I'm loving it At the moment, it does the voice recording thingy for when you think the note is not worth writing...

urlwolf:
Here is a few reviews for oneNote:
http://en.wikipedia.org/wiki/Microsoft_Office_OneNote
http://www.sagatug.org/Reviews/OneNote2003.htm

These are for the old version 2003.

melitabel:
This is the best discussion I've ever seen on this subject.  I am a research librarian who also works on knowledge management from the organizational and personal points of view (and they are very different).  My department is making some progress on the organization level - I am now trying to help people with personal knowledge management.

Since our needs go beyond note-taking to web capture and importing/accessing other files on one's machine from Word documents to email attachments, I want to ask whether I should open a new discussion topic.  I certainly wanted to acknowledge the quality of this discussion before doing so - I have benefited from the general discussion, since it stretched to organizing information as well as note-taking. 

I use Ever Note for my "little" notes to myself - user IDs and passwords, birthdays, etc; Net Snippets for reports to my clients when they consist of a lot of web-captured information that I want to organize and comment and; and I have used Personal Brain from The Brain, though I haven't bought it yet.  I've tried the IE version of Onfolio (I heard about it just after MS bought it); once used Info Select (back in the Word Perfect days) - in fact, I've dated many programs and so far married none myself (well, except Net Snippets, but I have nothing against software polygamy).

Johnk raised an issue of importance for me and my clients: do we keep adding specialist tool to specialist tool, or do we look for one main application with maybe a couple satellites?  I am trying for the latter, and I think most other people in my organization will as well.  Otherwise, we risk being slowed down too often by trying to figure out which program our data is in -- and the whole point is that we need to be information-centric, not program-centric.

mouser:
Welcome to the site melitabel, glad to have you here  :up:

ps. SuperboyAC's big Roundup of Notetaking Software #1 has now gone live:

* https://www.donationcoder.com/Reviews/Archive/NoteTakers1

orcsbr:
Hello, this is my first post on this forum. I have written an essay for the "My Dream App" software-idea contest about a month ago, based on my needs for a note-taking and general knowbase software. The core of my "system" is the use of tagging, and the fast-input of info, evetything else goes around this.
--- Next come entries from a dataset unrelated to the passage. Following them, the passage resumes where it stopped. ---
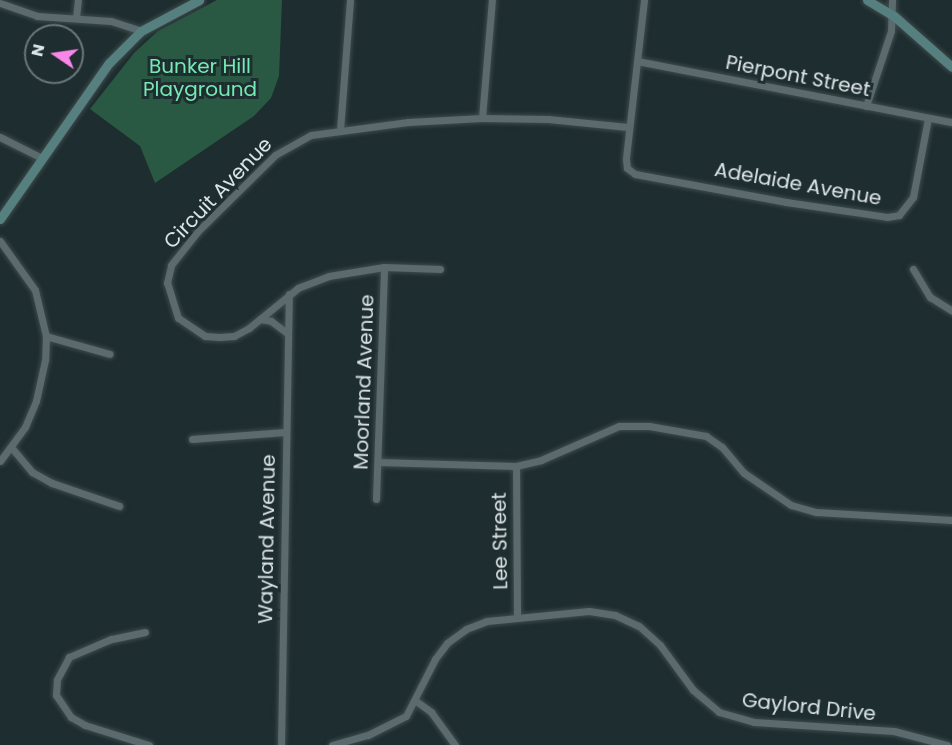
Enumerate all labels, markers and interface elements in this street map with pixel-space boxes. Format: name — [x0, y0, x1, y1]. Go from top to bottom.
north arrow — [24, 24, 84, 84]
text: N — [25, 42, 50, 59]
street label: Pierpont Street — [724, 50, 872, 102]
park label: Bunker Hill Playground — [143, 55, 257, 102]
street label: Circuit Avenue — [159, 132, 277, 254]
street label: Adelaide Avenue — [713, 157, 883, 211]
street label: Moorland Avenue — [349, 294, 379, 470]
street label: Wayland Avenue — [254, 454, 280, 624]
street label: Lee Street — [487, 492, 513, 590]
street label: Gaylord Drive — [741, 688, 877, 726]

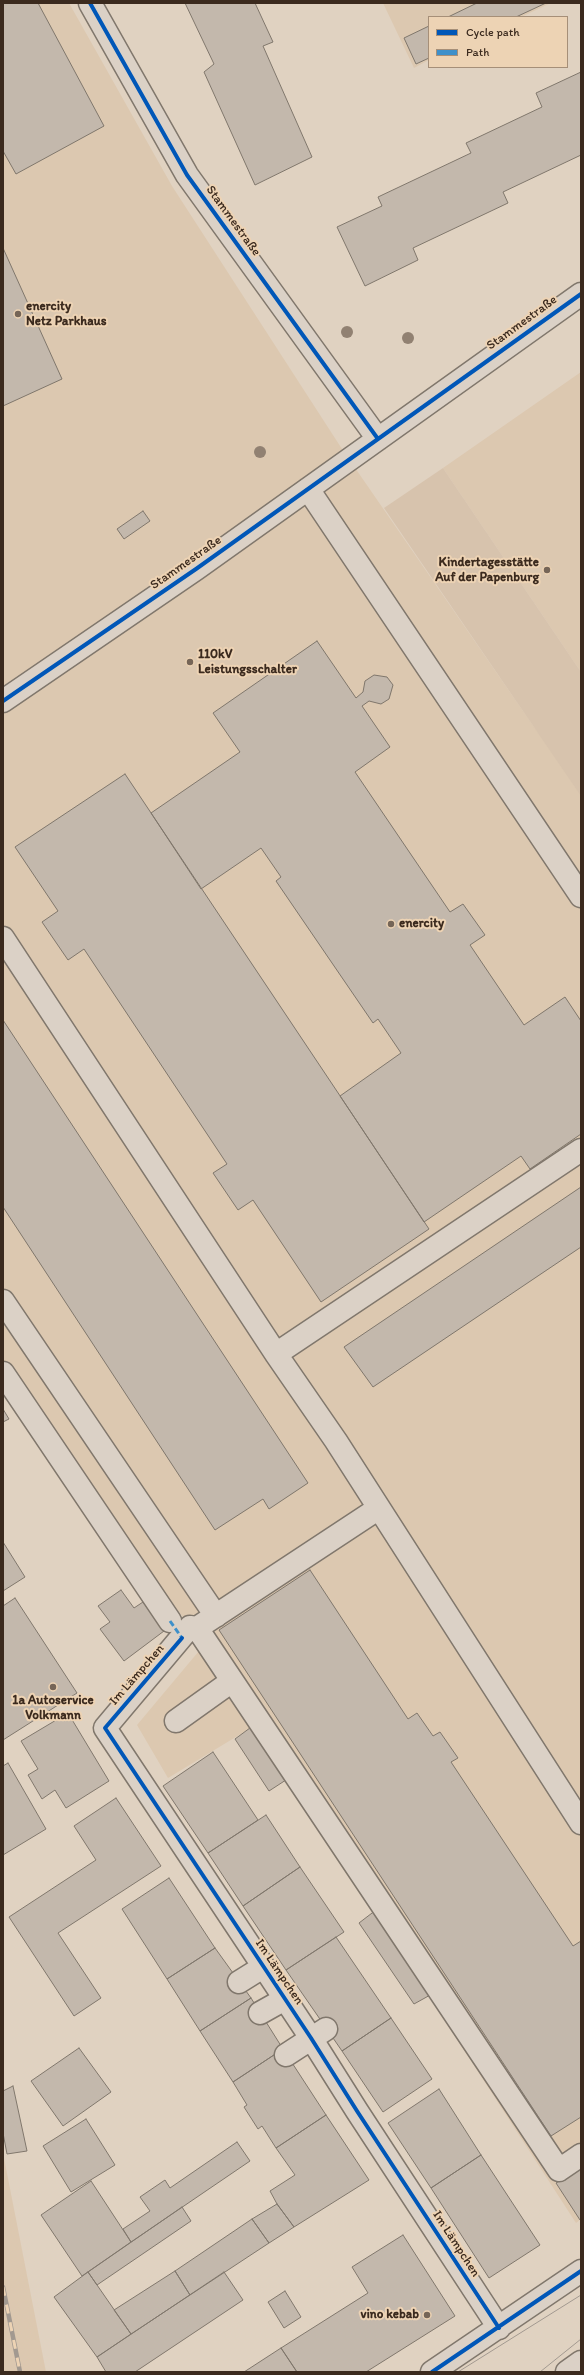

Unlike those who still think that tagging is just a web2.0 buzzword, i really think there's something useful into the concept of flexible categorization rather than taxonomies, and that it can provide indeed a new way of thinking about note-taking software instead of the hierarchical paradigm, that can be more flexible and fast to use. I also think that the few software availiable today that implement tagging, all of them do it on very limited way and/or uses the hierarchical structure as a model to it, which severely limits the capabilities of a flexible categorization system.

Since my explanation of my system is a little long, and i don't want to clog the forum, i ask that that may be interested to read it posted on my blog, and then, tell me what you think about it here.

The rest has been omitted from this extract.